Provided material |
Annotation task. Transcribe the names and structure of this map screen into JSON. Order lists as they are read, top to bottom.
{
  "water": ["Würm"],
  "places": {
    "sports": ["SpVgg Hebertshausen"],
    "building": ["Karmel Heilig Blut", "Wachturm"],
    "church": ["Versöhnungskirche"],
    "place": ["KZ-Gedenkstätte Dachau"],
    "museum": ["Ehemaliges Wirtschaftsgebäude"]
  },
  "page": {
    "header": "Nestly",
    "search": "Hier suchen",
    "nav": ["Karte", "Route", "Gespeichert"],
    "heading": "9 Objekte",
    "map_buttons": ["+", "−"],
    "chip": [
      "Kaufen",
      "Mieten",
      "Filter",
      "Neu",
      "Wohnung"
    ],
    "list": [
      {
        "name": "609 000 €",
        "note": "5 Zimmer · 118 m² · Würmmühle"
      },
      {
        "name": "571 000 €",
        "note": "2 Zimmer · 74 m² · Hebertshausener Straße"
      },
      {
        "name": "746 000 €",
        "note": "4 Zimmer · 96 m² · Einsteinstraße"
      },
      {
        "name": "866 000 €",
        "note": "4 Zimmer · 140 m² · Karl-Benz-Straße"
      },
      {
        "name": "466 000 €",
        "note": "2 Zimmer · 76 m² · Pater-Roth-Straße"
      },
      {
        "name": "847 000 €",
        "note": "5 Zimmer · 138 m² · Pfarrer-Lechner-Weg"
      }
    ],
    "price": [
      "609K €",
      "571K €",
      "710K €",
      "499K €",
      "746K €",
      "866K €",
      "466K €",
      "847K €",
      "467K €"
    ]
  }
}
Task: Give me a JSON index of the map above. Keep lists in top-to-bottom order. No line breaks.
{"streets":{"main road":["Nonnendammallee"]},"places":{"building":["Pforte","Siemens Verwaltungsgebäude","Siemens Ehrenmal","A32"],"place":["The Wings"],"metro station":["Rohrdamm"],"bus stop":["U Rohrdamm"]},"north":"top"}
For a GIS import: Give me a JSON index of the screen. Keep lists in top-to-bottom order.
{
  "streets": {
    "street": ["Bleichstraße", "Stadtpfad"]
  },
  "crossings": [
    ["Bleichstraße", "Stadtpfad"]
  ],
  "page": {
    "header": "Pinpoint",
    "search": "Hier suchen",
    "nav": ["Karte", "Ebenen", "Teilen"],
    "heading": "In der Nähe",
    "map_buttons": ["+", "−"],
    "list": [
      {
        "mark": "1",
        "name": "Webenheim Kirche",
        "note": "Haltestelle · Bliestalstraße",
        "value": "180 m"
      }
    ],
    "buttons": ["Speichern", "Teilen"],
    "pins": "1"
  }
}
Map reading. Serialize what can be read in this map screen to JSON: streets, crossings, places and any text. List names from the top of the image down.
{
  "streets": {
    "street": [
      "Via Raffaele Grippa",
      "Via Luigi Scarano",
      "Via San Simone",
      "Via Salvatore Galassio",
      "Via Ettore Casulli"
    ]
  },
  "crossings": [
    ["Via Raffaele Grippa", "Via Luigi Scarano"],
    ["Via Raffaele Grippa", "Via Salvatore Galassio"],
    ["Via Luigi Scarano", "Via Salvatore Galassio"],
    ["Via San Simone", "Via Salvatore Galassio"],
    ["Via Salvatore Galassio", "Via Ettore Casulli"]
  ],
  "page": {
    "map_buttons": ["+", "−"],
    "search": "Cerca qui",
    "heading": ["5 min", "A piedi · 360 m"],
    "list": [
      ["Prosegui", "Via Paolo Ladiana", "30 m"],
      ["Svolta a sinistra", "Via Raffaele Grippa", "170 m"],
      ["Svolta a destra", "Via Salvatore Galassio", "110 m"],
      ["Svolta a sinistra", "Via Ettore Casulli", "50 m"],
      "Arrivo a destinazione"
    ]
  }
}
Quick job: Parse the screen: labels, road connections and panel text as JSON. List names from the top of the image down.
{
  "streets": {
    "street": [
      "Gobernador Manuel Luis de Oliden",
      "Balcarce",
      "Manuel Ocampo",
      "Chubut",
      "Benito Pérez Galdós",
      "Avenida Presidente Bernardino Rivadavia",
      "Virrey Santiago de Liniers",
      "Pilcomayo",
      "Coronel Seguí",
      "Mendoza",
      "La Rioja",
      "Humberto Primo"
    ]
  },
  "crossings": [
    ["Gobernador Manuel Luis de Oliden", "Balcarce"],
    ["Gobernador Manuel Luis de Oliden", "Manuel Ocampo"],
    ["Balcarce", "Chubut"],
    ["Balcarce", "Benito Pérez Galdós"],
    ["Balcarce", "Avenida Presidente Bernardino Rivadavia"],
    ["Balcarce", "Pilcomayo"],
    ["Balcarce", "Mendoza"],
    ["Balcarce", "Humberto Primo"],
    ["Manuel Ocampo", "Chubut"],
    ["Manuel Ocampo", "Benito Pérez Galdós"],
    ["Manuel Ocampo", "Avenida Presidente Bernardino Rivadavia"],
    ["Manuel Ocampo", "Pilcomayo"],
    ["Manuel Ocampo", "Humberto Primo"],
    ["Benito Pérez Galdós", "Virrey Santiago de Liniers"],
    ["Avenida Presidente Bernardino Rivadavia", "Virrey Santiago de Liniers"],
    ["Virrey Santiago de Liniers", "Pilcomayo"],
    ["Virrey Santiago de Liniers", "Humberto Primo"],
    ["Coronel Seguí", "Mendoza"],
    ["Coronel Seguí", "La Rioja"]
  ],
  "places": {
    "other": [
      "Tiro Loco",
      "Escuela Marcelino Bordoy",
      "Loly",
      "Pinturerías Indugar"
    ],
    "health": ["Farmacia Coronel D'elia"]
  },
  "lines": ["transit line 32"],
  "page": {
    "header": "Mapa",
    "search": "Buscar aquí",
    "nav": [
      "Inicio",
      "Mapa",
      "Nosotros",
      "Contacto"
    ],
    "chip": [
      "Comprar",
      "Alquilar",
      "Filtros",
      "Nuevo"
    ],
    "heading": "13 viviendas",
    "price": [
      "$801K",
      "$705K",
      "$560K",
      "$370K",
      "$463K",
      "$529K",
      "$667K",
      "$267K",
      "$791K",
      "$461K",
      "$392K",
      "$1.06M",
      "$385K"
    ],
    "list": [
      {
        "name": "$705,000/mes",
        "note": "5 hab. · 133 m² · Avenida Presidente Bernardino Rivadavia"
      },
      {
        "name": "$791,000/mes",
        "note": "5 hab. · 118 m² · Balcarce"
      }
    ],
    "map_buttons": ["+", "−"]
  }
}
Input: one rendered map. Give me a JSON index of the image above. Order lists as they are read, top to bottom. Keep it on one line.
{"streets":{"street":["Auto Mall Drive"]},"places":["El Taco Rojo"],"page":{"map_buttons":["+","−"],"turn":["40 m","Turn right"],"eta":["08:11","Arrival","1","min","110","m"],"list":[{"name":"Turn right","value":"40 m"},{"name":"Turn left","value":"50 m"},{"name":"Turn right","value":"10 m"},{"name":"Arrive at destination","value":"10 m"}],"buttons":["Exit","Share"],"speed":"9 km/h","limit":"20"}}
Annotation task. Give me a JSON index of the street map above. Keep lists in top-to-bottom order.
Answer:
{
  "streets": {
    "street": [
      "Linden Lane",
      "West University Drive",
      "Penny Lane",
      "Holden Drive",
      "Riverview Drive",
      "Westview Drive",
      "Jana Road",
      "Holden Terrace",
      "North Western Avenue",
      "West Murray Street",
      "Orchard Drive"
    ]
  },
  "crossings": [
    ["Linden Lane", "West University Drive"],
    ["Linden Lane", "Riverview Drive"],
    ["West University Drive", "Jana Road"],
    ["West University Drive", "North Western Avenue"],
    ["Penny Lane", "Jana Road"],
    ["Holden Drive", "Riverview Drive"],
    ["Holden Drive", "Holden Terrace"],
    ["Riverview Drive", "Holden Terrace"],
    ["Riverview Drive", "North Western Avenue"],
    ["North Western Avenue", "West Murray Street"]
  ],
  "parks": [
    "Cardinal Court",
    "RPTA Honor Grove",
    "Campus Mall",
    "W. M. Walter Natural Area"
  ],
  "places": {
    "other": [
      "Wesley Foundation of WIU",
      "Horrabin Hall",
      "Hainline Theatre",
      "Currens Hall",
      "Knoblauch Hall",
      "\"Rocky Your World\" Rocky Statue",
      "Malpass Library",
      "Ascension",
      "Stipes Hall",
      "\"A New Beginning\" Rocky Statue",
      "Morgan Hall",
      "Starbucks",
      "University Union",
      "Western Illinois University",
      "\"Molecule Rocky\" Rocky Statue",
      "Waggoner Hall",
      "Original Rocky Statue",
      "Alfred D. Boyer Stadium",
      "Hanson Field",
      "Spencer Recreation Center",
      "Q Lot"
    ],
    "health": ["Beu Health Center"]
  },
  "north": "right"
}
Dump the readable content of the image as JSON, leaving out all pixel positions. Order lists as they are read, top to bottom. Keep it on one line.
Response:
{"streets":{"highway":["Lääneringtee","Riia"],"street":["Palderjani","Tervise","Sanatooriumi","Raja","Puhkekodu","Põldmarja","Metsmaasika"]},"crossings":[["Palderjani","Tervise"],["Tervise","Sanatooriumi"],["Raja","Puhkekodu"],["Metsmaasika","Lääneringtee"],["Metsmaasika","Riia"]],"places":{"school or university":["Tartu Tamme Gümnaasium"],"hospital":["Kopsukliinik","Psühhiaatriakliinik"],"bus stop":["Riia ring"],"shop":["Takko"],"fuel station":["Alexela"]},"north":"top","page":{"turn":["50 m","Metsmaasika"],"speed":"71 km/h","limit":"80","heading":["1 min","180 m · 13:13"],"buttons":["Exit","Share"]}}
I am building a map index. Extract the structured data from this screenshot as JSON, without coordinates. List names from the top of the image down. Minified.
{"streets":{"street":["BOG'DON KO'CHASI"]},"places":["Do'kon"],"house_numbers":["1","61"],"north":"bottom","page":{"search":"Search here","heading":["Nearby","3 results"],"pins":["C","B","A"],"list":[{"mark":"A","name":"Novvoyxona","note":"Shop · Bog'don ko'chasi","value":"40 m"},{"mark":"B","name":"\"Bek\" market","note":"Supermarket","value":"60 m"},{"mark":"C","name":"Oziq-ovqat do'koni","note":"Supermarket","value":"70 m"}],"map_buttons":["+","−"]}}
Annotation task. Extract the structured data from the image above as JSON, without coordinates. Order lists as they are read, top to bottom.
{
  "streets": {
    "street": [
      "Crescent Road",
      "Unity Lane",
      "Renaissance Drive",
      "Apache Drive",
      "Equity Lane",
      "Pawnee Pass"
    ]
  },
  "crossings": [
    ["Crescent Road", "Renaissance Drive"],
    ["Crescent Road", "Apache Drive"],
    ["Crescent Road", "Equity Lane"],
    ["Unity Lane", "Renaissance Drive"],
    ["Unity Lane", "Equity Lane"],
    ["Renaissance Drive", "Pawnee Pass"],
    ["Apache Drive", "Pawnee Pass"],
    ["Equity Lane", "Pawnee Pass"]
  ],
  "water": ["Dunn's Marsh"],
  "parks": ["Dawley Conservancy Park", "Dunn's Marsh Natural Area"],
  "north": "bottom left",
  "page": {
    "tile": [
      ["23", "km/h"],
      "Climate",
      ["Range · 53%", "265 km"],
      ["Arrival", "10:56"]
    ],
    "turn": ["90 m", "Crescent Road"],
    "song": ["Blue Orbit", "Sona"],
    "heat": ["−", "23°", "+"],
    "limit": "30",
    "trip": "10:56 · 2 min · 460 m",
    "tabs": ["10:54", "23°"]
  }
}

Exercise description | Could you set down, word for word, only the lines above from the line with "Input: one rendered" to the line with "Annotation task. Give", including both?

Completed exercise |
Input: one rendered map. Give me a JSON index of the image above. Order lists as they are read, top to bottom. Keep it on one line.
{"streets":{"street":["Auto Mall Drive"]},"places":["El Taco Rojo"],"page":{"map_buttons":["+","−"],"turn":["40 m","Turn right"],"eta":["08:11","Arrival","1","min","110","m"],"list":[{"name":"Turn right","value":"40 m"},{"name":"Turn left","value":"50 m"},{"name":"Turn right","value":"10 m"},{"name":"Arrive at destination","value":"10 m"}],"buttons":["Exit","Share"],"speed":"9 km/h","limit":"20"}}
Annotation task. Give me a JSON index of the street map above. Keep lists in top-to-bottom order.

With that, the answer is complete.